KR102368252B1 - Low dielectric adhesive tape with high heat resistance - Google Patents

Abstract

The present invention relates to a high heat resistance low dielectric adhesive tape, wherein the adhesive tape is formed by laminating an adhesive layer on one or both sides of a substrate, wherein the adhesive layer is 2-ethylhexyl acrylate (2-EHA) 20 to 30 weight parts, 30 to 40 parts by weight of 2-hydroxyethyl methacrylate (2-HEMA), 10 to 15 parts by weight of isobutyl methacrylate (IBMA), 15 to 25 parts by weight of cyclohexyl methacrylate (CHMA); and an acrylic pressure-sensitive adhesive resin composition comprising 1 to 3 parts by weight of acrylic acid.

Description

High heat resistance, low dielectric adhesive tape. {LOW DIELECTRIC ADHESIVE TAPE WITH HIGH HEAT RESISTANCE}

The present invention relates to a high heat resistance low dielectric adhesive tape, and more particularly, to an adhesive tape excellent in adhesive strength and heat resistance while maintaining a low dielectric constant even in a high frequency region of 800 MHz or higher.

The low-k adhesive tape is used for IT devices such as displays and mobile phones, and is generally formed by laminating an adhesive composition on both sides of a substrate. Recently, as 5G communication is activated, parts materials with low dielectric constant are being developed to secure communication reliability, and adhesive tapes with low dielectric constant are also being developed.

In the case of using an existing adhesive tape, there is a problem in that communication quality is deteriorated due to frequency loss in the 5G environment. In addition, in order to be applied to recent IT devices that generate a lot of heat, the heat resistance of the adhesive tape needs to be high.

In order to secure the dielectric properties of the low-k adhesive tape, in the prior art, the type and molecular weight of the resin are optimized (Korean Patent Publication No. 10-2102971), or a method of adding a dielectric property control resin to the pressure-sensitive adhesive composition (Korean Patent Publication No. 10) -1572010)) are being developed, but there is a problem in that it is difficult to meet the requirements for maintaining the adhesive performance required for the adhesive tape and especially the adhesive performance at a high temperature even when a low dielectric constant is achieved.

The present invention has been devised in view of the problems of the prior art as described above, and an object of the present invention is to provide an adhesive tape excellent in adhesive strength and heat resistance while maintaining a low dielectric constant even in a high frequency region.

The adhesive tape of the present invention for solving the above problems is an adhesive tape in which an adhesive layer is laminated on one or both sides of a substrate, wherein the adhesive layer is 2-ethylhexyl acrylate (2-EHA) 20 to 30 weight parts, 30 to 40 parts by weight of 2-hydroxyethyl methacrylate (2-HEMA), 10 to 15 parts by weight of isobutyl methacrylate (IBMA), 34 parts by weight of cyclohexyl methacrylate (CHMA), and acrylic acid It is characterized in that it comprises an acrylic pressure-sensitive adhesive resin composition consisting of 1 to 3 parts by weight.

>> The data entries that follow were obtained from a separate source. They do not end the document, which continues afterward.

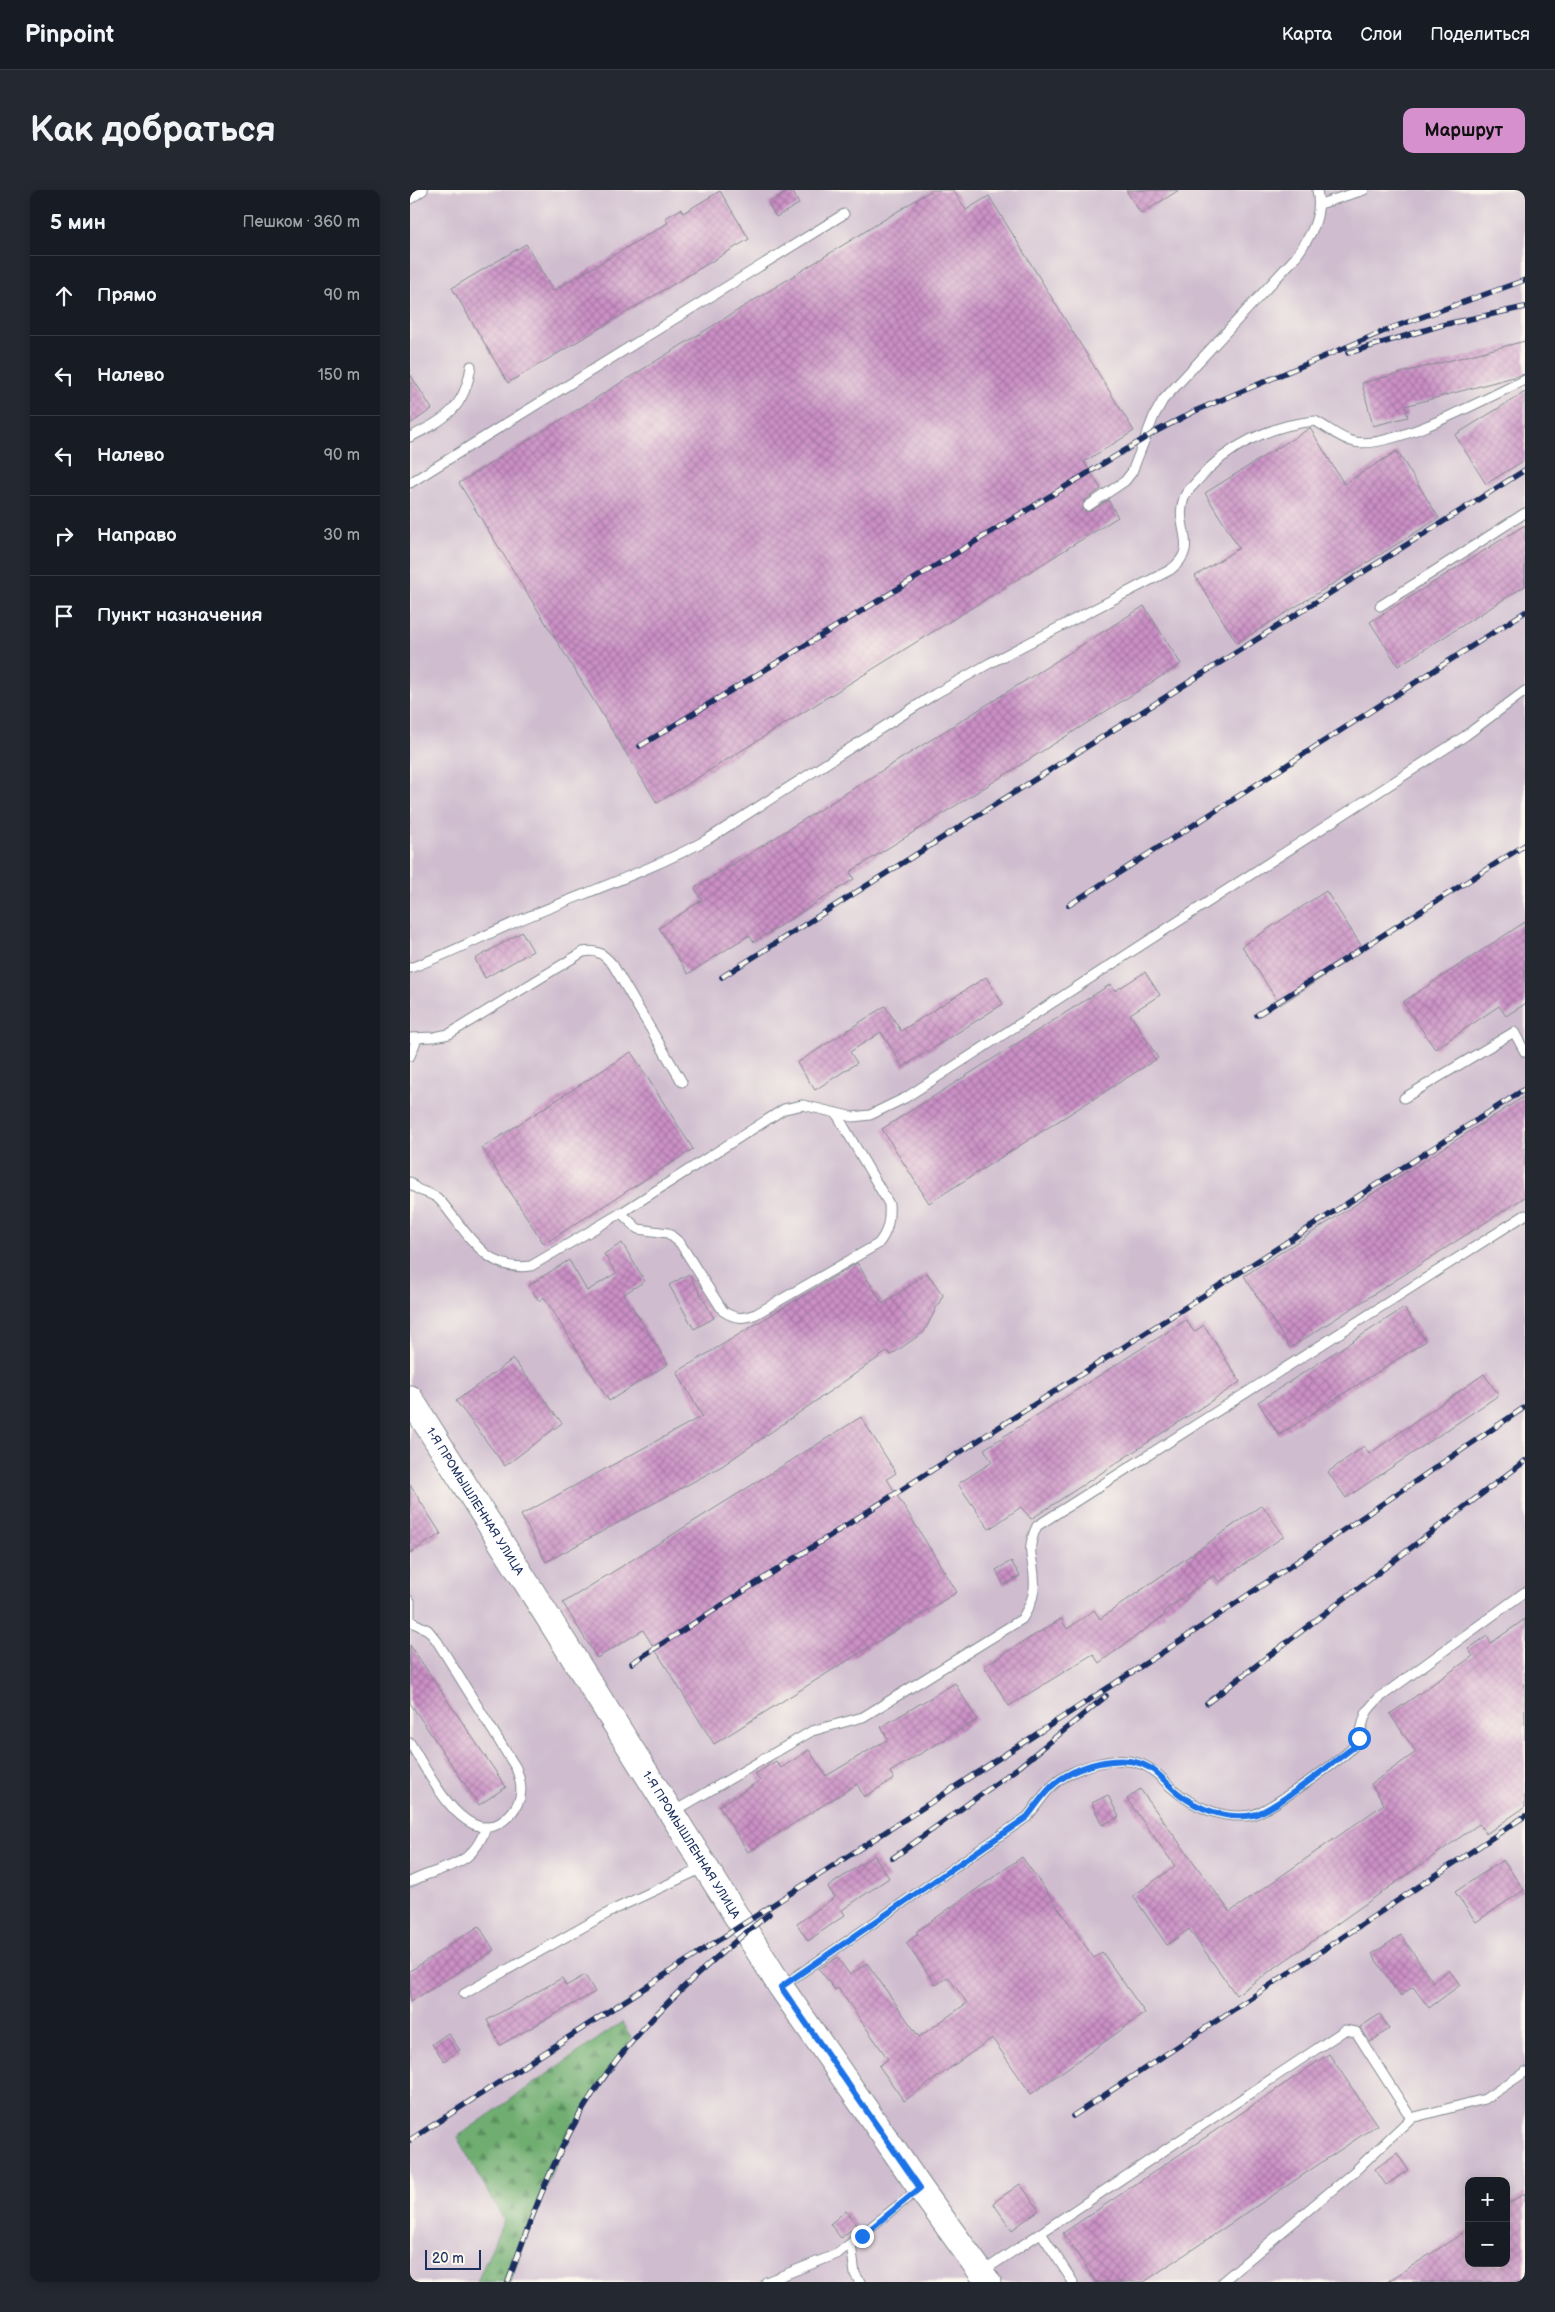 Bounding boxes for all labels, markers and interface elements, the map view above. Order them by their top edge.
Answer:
text: Pinpoint [25,20,114,49]
text: Карта [1282,24,1332,45]
text: Слои [1360,24,1402,45]
text: Поделиться [1430,24,1530,45]
button: Маршрут [1403,108,1525,153]
text: Как добраться [30,109,276,152]
text: 5 мин [50,210,106,235]
text: Пешком · 360 m [243,213,360,232]
icon: ahead [50,282,78,310]
text: Прямо [97,284,157,307]
text: 90 m [324,286,360,305]
icon: left [50,362,78,390]
text: Налево [97,364,164,387]
text: 150 m [318,366,360,385]
icon: left [50,442,78,470]
text: Налево [97,444,164,467]
text: 90 m [324,446,360,465]
icon: right [50,522,78,550]
text: Направо [97,524,177,547]
text: 30 m [323,526,360,545]
icon: arrive [50,602,78,630]
text: Пункт назначения [97,604,262,627]
street label: 1-Я ПРОМЫШЛЕННАЯ УЛИЦА [423,1425,527,1578]
route start [1348,1727,1371,1750]
street label: 1-Я ПРОМЫШЛЕННАЯ УЛИЦА [639,1768,744,1922]
map controls [1465,2177,1510,2267]
button: + [1465,2177,1510,2222]
button: − [1465,2222,1510,2267]
route end [851,2225,874,2248]
scale bar [425,2247,481,2270]
text: 20 m [432,2250,464,2267] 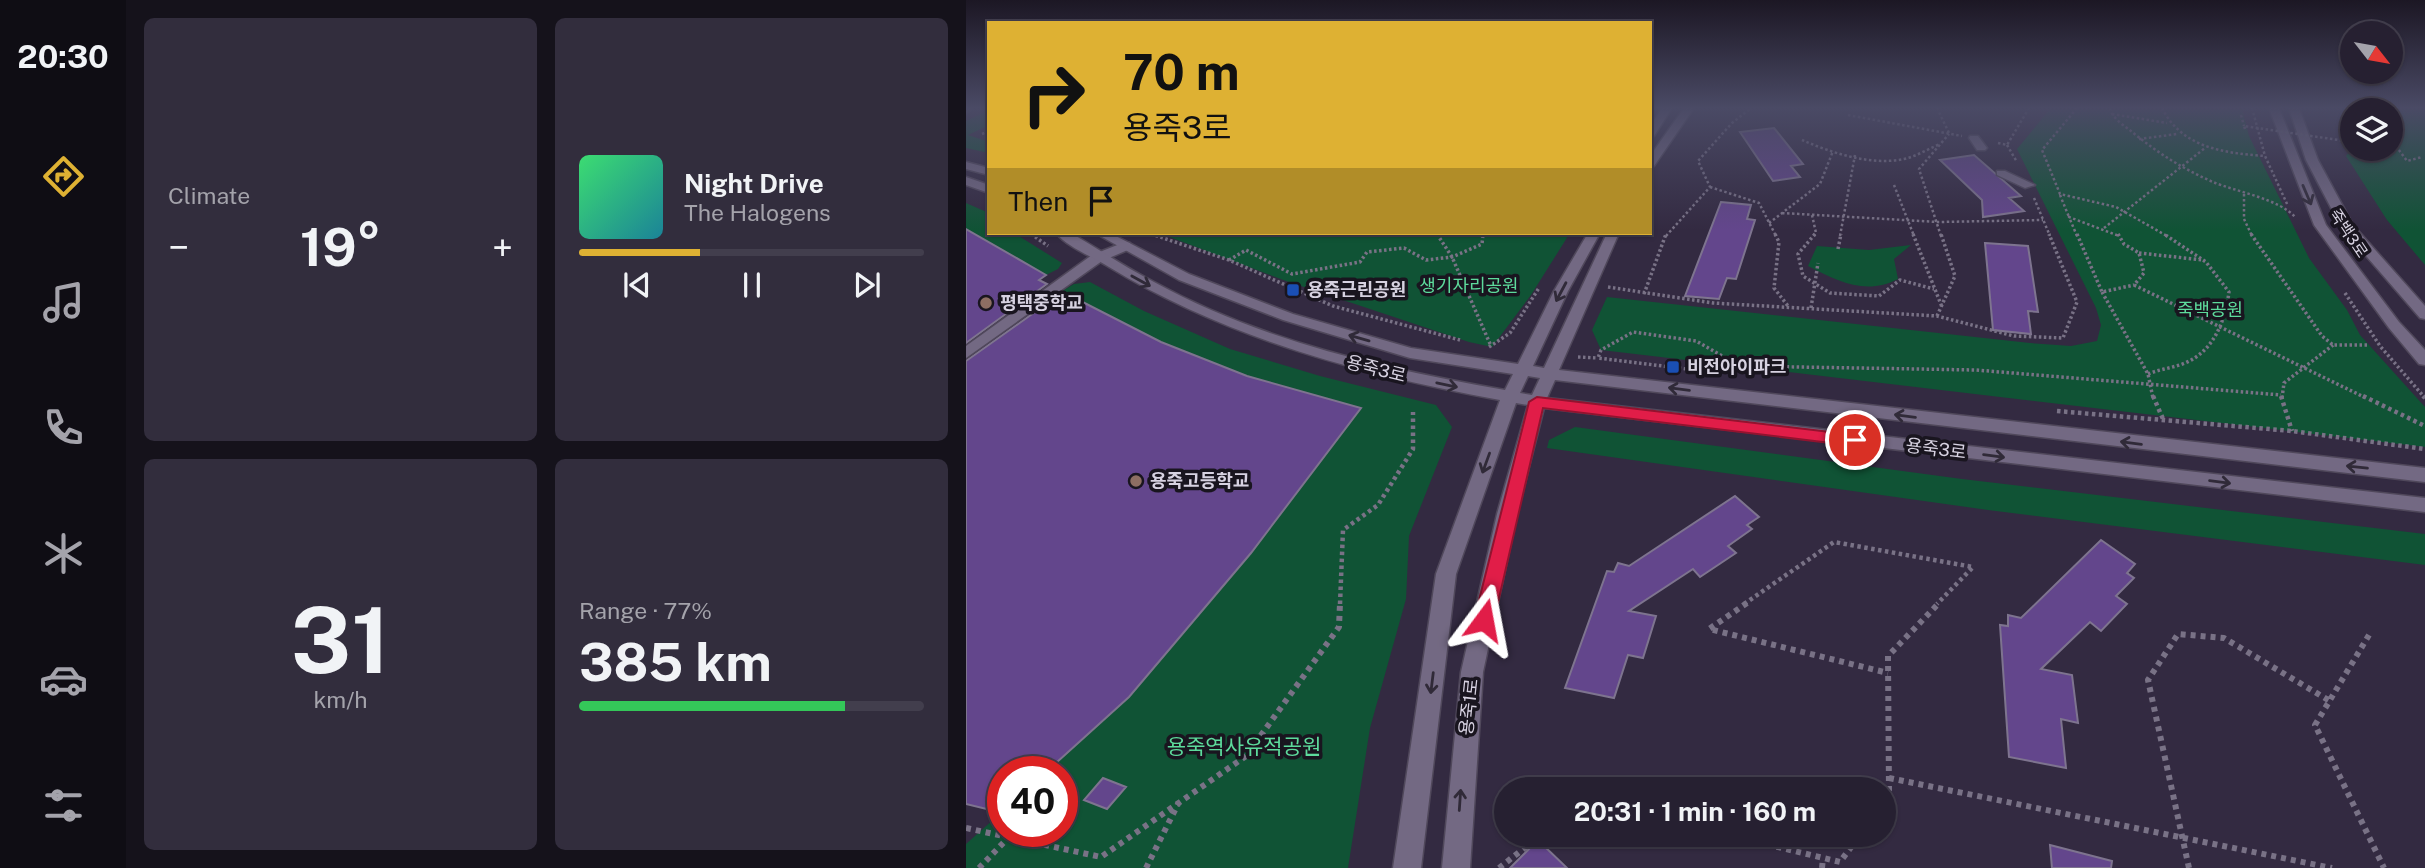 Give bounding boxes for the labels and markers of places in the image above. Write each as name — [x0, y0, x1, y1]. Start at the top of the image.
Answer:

In this case, the pressure-sensitive adhesive layer may additionally contain 15 to 25 parts by weight of a terpene phenol-based tackifying resin. In addition, the pressure-sensitive adhesive layer may additionally contain 40 to 80 parts by weight of hollow silica as an inorganic filler.

The adhesive tape according to the present invention exhibits excellent adhesive strength and heat resistance while maintaining a low dielectric constant even in a high frequency region, thereby maintaining a low dielectric constant even in a high frequency region, and exhibiting adhesive strength and heat resistance required for an adhesive tape.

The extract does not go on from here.